PROBLEM STATEMENT
Report every line of the records that contains the word "function".

(Stored items)
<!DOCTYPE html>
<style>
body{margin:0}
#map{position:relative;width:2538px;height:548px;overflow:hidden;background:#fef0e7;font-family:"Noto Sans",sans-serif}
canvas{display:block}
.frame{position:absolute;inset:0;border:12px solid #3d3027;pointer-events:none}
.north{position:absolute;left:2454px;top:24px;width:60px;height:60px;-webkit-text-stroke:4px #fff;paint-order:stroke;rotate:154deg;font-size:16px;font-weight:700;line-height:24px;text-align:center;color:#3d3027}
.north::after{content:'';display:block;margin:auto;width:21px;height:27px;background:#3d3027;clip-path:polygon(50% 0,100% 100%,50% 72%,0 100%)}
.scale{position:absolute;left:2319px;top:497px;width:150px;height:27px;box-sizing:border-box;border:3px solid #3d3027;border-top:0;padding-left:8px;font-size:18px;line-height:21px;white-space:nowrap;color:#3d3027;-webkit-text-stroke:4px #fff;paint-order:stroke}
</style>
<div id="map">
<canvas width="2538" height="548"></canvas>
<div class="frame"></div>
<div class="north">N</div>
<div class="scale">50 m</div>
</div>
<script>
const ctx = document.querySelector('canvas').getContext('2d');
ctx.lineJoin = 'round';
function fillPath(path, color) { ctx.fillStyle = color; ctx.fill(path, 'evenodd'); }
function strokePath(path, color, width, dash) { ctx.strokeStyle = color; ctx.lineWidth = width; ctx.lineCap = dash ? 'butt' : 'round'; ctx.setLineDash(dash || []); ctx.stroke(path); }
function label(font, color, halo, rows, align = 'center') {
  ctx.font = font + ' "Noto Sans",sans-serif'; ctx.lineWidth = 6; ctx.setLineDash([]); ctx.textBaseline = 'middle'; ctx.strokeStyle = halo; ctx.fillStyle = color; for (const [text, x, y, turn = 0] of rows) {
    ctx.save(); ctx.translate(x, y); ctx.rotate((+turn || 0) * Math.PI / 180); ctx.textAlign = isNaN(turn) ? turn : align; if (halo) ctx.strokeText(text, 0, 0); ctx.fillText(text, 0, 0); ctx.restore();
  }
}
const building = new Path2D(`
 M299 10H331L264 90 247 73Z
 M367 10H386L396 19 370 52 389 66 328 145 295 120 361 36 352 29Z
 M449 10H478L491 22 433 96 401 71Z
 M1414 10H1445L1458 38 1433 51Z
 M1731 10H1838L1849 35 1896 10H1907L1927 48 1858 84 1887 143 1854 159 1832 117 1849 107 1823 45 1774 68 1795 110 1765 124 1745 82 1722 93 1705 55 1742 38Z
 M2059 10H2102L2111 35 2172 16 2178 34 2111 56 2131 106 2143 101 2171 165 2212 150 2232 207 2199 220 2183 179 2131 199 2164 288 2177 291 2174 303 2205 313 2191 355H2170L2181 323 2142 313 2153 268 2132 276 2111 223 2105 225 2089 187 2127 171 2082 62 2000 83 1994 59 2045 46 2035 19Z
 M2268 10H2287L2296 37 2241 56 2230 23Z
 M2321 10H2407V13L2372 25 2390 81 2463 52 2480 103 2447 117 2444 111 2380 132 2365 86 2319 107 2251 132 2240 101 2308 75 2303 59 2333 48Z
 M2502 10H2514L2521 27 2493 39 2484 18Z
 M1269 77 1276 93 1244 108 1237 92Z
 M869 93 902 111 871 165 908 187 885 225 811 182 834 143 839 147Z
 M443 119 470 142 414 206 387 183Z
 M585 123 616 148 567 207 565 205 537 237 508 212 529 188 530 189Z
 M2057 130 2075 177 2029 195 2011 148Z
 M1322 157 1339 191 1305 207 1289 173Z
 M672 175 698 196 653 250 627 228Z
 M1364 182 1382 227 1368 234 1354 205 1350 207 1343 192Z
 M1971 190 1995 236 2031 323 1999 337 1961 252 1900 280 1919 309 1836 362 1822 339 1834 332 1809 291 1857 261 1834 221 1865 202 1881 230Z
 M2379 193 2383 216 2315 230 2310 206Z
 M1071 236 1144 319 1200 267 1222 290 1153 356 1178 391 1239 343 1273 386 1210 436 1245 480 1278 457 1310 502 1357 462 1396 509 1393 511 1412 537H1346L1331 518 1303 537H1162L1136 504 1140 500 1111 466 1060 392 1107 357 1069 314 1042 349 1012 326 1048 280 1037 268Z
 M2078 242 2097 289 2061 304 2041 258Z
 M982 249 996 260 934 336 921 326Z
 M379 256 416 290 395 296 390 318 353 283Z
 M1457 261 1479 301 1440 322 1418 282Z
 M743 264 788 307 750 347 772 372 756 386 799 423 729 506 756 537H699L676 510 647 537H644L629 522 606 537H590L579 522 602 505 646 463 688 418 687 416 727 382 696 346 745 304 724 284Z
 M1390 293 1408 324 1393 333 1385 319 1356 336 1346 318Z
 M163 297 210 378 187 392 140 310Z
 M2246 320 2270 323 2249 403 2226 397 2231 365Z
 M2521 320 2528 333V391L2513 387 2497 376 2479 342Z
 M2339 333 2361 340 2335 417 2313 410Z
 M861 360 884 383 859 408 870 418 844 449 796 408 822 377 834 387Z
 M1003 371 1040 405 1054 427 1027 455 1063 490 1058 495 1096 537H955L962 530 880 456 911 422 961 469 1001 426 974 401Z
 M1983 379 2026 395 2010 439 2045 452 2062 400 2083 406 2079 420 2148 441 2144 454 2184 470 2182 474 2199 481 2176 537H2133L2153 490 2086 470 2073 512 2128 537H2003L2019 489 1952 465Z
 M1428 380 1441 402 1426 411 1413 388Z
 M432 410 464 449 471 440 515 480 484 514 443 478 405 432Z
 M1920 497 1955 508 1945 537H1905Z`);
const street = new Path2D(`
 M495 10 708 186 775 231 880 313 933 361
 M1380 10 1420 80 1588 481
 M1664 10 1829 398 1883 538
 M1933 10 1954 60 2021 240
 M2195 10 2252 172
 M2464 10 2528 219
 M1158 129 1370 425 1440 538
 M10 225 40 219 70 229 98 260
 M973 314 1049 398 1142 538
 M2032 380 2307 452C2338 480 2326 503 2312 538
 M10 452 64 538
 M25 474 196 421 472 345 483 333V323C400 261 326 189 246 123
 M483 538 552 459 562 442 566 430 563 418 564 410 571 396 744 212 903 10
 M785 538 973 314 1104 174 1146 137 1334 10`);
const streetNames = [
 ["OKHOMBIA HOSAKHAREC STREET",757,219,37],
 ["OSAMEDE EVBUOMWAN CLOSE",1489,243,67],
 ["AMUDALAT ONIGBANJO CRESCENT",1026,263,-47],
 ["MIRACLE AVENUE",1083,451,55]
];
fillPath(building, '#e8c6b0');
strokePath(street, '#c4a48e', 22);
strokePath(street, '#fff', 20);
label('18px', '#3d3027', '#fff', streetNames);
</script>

--

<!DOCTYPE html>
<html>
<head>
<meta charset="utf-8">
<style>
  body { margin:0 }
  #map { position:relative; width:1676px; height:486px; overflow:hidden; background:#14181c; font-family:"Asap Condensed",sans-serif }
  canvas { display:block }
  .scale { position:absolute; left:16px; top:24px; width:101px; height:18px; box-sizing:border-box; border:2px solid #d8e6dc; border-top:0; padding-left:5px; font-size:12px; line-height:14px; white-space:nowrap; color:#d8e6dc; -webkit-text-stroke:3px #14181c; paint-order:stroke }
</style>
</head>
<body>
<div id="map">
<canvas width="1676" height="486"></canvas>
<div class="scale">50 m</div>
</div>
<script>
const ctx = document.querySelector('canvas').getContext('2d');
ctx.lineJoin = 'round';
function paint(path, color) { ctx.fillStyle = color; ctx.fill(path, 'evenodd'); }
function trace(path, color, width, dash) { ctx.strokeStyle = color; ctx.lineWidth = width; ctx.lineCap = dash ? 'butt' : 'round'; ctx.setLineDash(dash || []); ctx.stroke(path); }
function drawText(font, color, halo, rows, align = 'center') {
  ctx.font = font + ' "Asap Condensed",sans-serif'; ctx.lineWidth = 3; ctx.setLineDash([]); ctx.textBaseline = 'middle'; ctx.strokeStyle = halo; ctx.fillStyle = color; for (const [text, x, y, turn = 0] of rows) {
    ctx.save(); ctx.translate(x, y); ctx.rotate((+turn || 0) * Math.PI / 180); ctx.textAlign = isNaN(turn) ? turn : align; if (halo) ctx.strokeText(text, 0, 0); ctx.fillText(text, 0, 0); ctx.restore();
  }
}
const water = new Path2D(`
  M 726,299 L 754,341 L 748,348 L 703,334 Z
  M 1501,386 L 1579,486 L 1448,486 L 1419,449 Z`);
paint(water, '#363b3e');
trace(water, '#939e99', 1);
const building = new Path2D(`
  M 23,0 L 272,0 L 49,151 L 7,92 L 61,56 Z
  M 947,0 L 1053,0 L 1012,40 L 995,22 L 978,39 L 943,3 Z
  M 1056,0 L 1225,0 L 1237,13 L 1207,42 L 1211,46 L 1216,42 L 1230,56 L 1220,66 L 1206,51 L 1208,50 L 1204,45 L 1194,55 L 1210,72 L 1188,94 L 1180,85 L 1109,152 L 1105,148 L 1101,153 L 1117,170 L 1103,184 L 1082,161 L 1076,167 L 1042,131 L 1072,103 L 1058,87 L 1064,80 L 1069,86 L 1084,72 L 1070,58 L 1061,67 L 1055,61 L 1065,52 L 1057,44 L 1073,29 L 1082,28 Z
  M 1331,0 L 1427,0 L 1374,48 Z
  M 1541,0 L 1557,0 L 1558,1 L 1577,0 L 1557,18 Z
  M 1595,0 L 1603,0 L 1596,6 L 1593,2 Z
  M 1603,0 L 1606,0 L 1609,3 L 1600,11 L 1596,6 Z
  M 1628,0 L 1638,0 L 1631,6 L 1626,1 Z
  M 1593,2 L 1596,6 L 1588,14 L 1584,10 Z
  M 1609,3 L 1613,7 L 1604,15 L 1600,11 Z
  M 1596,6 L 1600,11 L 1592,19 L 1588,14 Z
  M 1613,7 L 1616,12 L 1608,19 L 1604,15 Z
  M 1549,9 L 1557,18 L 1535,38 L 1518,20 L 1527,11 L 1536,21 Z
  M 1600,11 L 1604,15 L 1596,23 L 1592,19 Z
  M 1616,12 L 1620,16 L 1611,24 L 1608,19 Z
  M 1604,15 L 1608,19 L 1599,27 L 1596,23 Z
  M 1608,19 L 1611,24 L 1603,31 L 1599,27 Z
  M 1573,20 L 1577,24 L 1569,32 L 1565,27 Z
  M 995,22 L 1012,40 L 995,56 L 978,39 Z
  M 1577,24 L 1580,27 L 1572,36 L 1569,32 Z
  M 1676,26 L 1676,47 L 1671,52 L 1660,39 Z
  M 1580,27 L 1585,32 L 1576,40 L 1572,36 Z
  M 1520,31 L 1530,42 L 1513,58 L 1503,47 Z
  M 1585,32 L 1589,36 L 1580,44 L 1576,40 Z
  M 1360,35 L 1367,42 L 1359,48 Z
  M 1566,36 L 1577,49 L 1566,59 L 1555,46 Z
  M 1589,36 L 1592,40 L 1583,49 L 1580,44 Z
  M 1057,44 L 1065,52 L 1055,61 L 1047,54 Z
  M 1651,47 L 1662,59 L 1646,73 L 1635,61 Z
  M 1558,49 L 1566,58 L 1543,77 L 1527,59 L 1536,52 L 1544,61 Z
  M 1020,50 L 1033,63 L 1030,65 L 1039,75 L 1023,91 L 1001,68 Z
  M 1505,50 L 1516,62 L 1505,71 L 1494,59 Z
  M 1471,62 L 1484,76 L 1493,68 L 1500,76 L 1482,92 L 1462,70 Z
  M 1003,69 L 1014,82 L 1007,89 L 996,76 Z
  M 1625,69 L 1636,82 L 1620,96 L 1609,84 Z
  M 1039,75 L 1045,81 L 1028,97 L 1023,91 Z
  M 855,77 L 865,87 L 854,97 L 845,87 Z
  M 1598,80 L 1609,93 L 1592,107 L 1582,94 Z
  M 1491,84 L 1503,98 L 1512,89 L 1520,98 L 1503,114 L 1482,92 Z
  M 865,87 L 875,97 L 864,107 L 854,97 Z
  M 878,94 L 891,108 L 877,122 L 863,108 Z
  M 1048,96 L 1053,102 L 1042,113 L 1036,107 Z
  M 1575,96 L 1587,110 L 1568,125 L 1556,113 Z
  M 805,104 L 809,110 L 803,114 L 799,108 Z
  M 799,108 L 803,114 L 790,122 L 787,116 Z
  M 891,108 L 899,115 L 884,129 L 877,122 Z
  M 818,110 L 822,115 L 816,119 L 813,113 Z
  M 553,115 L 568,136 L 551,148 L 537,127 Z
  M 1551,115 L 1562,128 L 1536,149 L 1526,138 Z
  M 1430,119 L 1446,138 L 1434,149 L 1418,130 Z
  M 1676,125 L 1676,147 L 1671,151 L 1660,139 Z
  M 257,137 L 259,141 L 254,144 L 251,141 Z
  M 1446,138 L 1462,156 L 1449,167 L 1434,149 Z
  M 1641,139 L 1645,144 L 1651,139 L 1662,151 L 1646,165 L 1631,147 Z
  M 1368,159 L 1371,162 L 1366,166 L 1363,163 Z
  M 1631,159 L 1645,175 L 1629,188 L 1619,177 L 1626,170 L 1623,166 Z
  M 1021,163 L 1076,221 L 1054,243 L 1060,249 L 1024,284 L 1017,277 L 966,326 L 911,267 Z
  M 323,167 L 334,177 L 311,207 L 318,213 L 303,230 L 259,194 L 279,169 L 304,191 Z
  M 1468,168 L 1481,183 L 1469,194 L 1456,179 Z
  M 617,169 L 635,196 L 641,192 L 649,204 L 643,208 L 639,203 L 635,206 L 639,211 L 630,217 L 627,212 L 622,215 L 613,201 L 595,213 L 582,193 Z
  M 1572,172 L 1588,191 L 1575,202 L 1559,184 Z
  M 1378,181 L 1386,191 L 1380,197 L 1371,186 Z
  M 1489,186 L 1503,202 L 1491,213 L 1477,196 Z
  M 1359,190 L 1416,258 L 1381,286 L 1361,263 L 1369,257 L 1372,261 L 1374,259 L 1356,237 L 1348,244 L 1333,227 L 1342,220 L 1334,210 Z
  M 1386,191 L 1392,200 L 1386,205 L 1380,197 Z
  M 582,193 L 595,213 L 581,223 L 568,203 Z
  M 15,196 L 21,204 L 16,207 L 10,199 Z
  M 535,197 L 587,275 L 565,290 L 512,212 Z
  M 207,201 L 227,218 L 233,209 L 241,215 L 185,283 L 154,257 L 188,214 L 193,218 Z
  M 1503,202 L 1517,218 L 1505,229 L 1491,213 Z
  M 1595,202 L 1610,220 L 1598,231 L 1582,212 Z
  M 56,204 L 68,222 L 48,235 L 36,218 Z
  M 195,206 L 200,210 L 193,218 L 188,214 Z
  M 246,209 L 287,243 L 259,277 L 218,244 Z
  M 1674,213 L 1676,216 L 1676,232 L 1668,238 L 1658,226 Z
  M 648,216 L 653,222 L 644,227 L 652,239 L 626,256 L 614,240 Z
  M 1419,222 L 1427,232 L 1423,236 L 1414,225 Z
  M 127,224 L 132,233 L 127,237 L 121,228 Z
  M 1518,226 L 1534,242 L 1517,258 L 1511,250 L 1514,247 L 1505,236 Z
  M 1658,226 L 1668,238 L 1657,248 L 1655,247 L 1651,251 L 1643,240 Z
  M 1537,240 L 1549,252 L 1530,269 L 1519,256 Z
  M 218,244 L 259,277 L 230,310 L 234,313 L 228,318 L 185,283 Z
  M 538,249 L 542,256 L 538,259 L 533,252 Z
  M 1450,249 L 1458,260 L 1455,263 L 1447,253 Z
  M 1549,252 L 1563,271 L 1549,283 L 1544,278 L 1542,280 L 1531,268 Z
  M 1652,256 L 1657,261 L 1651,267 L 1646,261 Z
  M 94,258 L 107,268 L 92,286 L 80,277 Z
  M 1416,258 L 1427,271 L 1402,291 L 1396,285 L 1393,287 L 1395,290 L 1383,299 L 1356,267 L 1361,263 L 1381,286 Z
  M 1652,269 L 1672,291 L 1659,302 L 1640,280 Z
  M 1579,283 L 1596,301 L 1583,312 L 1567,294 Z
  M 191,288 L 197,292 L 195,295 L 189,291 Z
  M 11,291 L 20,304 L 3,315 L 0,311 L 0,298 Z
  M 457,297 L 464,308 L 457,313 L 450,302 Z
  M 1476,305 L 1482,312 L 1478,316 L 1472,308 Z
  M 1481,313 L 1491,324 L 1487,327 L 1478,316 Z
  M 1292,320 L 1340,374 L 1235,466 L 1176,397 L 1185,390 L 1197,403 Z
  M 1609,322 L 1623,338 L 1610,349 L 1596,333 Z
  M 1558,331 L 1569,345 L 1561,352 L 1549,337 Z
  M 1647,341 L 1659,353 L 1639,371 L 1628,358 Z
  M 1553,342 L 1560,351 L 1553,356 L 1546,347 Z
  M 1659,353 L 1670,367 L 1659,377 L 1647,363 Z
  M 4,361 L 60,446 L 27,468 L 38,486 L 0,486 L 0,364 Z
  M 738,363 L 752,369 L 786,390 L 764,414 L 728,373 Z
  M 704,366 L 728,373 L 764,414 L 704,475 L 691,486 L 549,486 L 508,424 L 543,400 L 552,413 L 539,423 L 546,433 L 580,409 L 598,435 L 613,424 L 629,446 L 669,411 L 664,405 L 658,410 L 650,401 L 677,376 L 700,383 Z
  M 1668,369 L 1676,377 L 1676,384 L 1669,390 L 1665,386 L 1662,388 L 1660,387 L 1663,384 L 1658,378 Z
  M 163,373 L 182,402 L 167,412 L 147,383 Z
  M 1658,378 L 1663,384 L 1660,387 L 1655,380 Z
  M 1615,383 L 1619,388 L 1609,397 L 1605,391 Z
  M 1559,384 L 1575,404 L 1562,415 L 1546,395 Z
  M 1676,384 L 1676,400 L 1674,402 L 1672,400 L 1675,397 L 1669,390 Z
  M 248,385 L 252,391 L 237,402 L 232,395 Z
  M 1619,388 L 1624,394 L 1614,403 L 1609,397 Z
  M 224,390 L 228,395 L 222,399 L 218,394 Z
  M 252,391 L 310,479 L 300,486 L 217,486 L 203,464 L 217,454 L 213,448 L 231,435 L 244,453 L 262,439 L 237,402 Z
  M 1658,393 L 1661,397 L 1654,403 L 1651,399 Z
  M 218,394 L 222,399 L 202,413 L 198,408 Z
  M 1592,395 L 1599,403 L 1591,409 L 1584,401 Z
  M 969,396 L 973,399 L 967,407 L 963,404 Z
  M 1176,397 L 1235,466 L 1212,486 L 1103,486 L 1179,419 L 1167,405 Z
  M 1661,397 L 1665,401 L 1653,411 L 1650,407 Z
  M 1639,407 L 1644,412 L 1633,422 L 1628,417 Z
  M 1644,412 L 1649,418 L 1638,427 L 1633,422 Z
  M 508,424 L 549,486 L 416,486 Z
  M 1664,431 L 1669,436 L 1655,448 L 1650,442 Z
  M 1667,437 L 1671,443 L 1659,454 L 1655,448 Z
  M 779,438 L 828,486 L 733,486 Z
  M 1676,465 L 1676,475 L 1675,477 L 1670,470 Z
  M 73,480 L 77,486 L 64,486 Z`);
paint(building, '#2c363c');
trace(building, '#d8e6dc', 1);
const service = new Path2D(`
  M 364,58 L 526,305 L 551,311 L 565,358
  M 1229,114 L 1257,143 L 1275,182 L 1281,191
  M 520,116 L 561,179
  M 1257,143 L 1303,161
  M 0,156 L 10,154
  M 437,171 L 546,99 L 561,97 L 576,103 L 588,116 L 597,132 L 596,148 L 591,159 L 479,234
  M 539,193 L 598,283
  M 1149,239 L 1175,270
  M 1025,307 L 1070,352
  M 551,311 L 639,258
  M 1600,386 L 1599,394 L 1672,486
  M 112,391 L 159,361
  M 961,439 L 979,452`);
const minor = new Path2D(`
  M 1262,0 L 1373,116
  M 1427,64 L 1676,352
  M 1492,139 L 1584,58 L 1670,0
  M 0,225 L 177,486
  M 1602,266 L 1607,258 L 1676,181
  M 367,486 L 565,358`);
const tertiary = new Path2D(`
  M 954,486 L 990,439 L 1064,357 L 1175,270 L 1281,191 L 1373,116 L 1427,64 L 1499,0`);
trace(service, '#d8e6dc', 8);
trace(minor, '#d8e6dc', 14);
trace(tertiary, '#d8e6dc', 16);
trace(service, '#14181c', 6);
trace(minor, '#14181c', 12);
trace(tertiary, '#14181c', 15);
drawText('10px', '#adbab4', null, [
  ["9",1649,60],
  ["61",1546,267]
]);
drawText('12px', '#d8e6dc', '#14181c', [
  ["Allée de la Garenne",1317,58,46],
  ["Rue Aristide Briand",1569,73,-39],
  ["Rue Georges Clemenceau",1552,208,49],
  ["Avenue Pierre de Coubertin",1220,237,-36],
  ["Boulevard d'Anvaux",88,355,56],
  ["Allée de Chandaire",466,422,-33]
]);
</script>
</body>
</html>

SOLVED EXERCISE
function fillPath(path, color) { ctx.fillStyle = color; ctx.fill(path, 'evenodd'); }
function strokePath(path, color, width, dash) { ctx.strokeStyle = color; ctx.lineWidth = width; ctx.lineCap = dash ? 'butt' : 'round'; ctx.setLineDash(dash || []); ctx.stroke(path); }
function label(font, color, halo, rows, align = 'center') {
function paint(path, color) { ctx.fillStyle = color; ctx.fill(path, 'evenodd'); }
function trace(path, color, width, dash) { ctx.strokeStyle = color; ctx.lineWidth = width; ctx.lineCap = dash ? 'butt' : 'round'; ctx.setLineDash(dash || []); ctx.stroke(path); }
function drawText(font, color, halo, rows, align = 'center') {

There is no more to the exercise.